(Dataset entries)

------------------------------

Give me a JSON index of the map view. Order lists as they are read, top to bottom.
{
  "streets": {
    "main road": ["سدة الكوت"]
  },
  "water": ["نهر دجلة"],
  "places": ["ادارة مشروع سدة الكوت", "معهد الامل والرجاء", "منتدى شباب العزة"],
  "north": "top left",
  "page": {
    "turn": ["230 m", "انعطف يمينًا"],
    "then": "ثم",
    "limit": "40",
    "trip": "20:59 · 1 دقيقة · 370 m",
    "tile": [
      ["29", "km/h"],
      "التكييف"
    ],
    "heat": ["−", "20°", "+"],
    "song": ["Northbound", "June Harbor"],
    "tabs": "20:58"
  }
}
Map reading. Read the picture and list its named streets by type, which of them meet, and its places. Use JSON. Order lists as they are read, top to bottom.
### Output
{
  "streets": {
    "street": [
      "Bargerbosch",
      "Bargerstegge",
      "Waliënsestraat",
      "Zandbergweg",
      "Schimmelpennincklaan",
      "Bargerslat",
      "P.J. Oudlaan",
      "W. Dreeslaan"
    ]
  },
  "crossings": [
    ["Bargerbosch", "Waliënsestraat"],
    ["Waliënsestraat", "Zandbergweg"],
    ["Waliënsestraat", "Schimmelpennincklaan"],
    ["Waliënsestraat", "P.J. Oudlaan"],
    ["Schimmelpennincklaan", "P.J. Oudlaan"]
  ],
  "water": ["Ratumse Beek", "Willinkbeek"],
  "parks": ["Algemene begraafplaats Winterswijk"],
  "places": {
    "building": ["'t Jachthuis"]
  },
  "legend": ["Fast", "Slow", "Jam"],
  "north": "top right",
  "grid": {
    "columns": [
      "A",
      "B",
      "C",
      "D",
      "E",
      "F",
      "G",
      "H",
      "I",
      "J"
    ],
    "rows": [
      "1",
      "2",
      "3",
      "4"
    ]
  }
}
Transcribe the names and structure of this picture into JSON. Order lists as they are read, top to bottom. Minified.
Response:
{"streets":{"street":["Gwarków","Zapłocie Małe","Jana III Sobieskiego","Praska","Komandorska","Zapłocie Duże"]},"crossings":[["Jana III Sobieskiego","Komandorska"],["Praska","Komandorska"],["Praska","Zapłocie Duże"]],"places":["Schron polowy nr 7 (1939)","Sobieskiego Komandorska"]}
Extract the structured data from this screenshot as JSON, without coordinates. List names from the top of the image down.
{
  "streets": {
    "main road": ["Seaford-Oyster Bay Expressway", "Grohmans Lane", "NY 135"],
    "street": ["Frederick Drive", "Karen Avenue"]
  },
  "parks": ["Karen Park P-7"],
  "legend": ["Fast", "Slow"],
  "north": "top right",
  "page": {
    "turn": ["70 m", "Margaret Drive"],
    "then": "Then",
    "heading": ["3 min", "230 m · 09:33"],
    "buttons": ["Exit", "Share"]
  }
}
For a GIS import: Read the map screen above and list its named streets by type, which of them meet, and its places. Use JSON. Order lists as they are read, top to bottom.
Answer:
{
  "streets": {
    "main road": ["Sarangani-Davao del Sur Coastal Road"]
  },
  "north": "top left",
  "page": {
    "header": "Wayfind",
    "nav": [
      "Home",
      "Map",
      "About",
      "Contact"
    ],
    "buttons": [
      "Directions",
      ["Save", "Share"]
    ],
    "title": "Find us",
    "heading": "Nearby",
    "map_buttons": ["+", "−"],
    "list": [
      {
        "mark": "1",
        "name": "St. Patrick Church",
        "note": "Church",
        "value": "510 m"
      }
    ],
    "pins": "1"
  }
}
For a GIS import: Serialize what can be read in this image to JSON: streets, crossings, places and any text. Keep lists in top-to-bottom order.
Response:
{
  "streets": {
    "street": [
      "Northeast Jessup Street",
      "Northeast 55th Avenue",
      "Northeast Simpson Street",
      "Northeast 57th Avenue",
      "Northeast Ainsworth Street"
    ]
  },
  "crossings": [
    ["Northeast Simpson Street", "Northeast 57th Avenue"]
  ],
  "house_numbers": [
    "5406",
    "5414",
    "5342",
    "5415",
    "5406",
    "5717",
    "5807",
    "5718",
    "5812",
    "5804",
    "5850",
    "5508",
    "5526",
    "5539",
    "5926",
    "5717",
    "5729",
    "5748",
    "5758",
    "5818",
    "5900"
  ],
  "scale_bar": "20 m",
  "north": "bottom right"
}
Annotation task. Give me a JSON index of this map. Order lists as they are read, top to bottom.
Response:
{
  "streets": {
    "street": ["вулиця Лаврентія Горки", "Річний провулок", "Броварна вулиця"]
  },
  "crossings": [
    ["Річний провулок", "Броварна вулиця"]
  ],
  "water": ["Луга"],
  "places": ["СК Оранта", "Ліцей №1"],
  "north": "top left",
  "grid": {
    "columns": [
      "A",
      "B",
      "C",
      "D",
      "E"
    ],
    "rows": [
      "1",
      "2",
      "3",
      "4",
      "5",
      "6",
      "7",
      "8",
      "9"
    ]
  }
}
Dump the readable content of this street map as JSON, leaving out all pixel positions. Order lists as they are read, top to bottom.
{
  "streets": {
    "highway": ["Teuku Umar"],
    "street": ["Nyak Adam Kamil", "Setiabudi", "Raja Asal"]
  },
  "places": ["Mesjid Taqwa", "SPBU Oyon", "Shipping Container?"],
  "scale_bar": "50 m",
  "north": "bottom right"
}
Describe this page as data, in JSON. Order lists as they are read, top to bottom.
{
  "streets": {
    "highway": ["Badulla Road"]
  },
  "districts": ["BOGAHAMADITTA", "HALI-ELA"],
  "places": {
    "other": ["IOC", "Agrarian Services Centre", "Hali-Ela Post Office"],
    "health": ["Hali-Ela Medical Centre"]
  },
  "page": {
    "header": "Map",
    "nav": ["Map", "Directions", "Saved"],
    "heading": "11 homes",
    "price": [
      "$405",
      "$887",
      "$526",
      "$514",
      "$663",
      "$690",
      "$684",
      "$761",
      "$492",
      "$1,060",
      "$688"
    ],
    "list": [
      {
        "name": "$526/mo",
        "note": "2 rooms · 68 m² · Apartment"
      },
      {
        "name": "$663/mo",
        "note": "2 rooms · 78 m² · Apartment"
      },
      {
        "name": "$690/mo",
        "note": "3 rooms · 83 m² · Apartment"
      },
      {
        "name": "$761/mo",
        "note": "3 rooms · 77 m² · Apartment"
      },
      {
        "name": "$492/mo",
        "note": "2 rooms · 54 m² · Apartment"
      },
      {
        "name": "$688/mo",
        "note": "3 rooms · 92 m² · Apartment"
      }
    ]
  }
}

------------------------------

--- What you need to do ---
From the records above, pull out every line containing the word "import".

--- Exercise solution ---
For a GIS import: Read the map screen above and list its named streets by type, which of them meet, and its places. Use JSON. Order lists as they are read, top to bottom.
For a GIS import: Serialize what can be read in this image to JSON: streets, crossings, places and any text. Keep lists in top-to-bottom order.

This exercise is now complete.